Regia di Kantemir Balagov vedi scheda film
La vita grama di una famiglia ebraica cecena, che non riesce mai veramente a sistemarsi e a mettere radici.
“Strettezza” o “Ristrettezza” significa il titolo di questo film in smaccato digitale, che neppure cerca di nascondere di essere tale. Tutta l'angosciosa vicenda si dipana tra interni scuri e angusti, e pochissimi esterni tirati via (e spesso di notte). Ho sentito chiaramente un senso di claustrofobia e di oppressione per quasi tutto il film, credo voluto dal regista (a giudicare dal titolo). Solo verso la fine vi è qualche inquadratura ampia di esterni diurni, che mi hanno fatto tirare un sospiro di sollievo. Quanto a questa angustia, se da una parte riconosco il suo significato metaforico e opprimente che ben si abbina alla vicenda, dall'altra protesto che il cinema è, secondo me, innanzitutto mostrare, e questo film mostra assai poco per circa tre quarti.
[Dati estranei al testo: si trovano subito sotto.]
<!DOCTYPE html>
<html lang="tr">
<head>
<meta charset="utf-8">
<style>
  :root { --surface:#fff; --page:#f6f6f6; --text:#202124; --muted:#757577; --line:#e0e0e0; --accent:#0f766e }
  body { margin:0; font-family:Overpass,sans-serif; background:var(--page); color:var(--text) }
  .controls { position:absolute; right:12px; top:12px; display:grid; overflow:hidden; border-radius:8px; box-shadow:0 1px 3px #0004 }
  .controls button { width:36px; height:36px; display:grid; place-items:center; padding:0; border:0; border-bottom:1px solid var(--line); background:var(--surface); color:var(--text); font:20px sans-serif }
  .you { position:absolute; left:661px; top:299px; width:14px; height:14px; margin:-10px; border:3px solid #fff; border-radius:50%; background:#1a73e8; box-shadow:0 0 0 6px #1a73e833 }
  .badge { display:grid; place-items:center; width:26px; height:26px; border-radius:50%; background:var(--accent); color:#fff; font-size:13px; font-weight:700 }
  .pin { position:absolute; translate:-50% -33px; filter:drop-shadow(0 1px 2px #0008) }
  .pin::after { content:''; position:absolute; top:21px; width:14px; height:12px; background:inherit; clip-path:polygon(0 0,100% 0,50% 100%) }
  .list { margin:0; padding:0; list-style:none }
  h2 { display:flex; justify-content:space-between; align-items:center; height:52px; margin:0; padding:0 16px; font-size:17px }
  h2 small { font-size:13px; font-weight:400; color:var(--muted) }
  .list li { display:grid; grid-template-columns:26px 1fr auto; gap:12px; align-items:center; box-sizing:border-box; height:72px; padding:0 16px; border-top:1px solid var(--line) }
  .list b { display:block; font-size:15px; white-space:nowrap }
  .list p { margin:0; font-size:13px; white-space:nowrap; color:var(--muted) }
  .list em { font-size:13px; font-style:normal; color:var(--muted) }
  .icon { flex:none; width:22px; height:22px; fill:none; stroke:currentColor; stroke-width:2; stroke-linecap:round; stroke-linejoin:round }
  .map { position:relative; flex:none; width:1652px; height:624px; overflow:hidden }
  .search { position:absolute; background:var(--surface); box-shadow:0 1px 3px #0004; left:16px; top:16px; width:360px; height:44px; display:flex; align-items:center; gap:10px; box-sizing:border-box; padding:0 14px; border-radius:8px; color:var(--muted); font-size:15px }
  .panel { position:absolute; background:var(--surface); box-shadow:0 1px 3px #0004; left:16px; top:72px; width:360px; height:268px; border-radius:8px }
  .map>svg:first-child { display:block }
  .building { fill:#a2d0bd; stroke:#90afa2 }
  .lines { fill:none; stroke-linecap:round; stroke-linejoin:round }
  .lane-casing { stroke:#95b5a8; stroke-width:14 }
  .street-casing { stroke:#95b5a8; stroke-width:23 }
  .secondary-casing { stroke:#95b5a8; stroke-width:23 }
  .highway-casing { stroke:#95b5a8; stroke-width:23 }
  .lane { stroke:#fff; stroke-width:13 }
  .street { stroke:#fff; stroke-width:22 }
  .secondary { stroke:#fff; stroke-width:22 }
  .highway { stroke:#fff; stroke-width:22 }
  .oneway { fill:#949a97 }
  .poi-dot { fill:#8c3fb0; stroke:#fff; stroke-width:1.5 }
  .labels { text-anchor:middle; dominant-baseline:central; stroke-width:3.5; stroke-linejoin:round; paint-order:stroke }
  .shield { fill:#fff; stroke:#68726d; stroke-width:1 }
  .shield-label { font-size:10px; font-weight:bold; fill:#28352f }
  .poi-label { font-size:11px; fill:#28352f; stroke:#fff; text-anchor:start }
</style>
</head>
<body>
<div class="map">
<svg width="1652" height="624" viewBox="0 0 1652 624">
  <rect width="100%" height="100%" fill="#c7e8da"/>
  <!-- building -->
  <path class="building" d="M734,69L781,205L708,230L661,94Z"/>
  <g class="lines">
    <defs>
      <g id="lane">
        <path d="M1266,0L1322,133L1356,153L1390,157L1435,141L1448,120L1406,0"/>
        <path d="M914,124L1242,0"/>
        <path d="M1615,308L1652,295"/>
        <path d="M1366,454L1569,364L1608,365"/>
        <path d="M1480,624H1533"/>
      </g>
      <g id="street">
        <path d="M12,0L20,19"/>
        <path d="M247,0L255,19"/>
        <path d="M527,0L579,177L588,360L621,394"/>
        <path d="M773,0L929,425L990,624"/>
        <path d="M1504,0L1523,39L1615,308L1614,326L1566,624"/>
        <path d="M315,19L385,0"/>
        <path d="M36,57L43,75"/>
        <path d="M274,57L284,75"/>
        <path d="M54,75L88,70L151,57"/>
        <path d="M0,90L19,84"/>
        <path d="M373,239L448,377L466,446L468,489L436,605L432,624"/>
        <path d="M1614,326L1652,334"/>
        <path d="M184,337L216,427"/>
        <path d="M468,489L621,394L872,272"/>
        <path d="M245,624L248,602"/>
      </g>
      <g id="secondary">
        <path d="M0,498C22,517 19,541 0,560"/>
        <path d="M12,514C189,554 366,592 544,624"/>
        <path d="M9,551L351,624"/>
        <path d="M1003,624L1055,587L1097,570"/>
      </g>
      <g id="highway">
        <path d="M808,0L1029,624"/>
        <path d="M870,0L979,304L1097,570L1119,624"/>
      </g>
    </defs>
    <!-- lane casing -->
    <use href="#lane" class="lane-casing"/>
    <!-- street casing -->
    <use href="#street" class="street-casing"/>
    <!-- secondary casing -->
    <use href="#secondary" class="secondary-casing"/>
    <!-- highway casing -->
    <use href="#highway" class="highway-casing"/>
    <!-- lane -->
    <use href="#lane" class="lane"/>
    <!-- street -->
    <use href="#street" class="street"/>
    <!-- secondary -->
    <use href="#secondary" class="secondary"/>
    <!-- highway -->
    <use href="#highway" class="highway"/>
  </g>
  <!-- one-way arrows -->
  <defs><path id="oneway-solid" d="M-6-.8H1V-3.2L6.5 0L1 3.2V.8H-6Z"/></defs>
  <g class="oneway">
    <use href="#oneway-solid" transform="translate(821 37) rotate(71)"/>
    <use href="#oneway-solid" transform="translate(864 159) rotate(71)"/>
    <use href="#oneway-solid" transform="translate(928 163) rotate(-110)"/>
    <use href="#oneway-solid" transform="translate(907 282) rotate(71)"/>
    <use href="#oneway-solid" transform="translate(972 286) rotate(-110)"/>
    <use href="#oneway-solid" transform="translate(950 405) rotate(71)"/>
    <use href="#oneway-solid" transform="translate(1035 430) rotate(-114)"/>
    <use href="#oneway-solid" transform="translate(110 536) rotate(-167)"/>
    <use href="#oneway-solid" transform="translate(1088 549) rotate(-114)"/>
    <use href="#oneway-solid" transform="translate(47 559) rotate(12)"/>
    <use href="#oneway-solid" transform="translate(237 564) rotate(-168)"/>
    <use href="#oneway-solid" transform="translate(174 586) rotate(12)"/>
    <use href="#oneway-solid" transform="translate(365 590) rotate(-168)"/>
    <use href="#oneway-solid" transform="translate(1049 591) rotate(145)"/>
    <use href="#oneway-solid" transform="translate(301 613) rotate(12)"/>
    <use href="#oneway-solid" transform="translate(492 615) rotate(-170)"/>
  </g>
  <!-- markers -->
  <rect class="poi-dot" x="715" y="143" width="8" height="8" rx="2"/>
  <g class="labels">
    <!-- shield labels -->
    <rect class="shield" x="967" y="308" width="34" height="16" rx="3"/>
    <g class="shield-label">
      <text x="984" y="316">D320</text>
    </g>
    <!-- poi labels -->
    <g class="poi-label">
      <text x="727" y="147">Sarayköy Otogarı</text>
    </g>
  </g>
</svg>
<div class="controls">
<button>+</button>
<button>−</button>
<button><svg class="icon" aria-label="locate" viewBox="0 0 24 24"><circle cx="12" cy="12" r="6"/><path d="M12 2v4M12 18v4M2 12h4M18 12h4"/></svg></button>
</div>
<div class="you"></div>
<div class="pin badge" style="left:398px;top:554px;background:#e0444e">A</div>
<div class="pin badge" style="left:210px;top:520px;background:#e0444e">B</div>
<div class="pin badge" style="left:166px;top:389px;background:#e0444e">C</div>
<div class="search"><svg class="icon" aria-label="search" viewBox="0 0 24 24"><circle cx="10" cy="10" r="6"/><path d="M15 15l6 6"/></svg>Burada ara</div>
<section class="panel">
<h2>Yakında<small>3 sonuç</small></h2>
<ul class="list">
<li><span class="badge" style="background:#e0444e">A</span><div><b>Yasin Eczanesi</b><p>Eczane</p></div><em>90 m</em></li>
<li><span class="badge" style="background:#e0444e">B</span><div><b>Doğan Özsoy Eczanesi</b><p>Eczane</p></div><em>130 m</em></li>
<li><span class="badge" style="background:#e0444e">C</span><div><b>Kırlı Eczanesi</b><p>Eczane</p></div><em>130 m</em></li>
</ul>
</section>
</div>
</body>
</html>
Un'altra perplessità è costituita dal fatto che quasi sempre i personaggi parlano sottovoce o a mezza voce, elemento che mi è sembrato una piccola forzatura.
Precisato questo, è certamente un'opera che sa incidere e impressionare, pur mostrando sottotono anche i momenti più drammatici. Ben fatto, a questo proposito,il rapimento, e il successivo appuntamento con i rapitori. Il ritratto di un regione (la Cecenia) dilaniata da una delle guerre più cruente degli ultimi decenni, dove tutto è precario e dove la povertà serpeggia tra la popolazione, mordendo però in modo particolare certuni, e non altri. Quanto alla guerra stessa, il regista ha voluto inserire delle sequenze reali, spaventose e insostenibili, dove dei prigionieri di guerra vengono sgozzati. anche se non è molto chiaro chi siano le vittime e chi i carnefici. Francamente credo che queste sequenze ci potessero venire risparmiate.
Nella comunità ebraica rappresentata convivono solidarietà reale e solidarietà pelosa da strozzini, oltre che certe costumanze ingiuste, come quella dei matrimoni combinati dai genitori. Questi oscillano tra l'osservanza delle tradizioni e l'evidenza che alcune (come il matrimonio “economico”) sono spesso incompatibili con l'amore per i figli e il rispetto della persona; queste considerazioni sembrano farsi strada a fatica dentro di essi ed infine a prevalere, benché in modo stentato. In fin dei conti, l'amore e l'umanità sembrano avere ragione sul calcolo.
Il personaggio della ragazza, angolosa sia nel volto che nel carattere, è in certi momenti estremo e sopra le righe, come nell'episodio della discoteca. Alla fine rimane, però, incerta tra ribellione eccessiva e discutibile condiscendenza.
Un film da vedere, ma ruvido, soffocante, e in un paio di sequenze violentissimo.
PS; davvero non capisco perché i distributori non abbiano voluto tradurre il titolo, privandone così un buon numero di spettatori.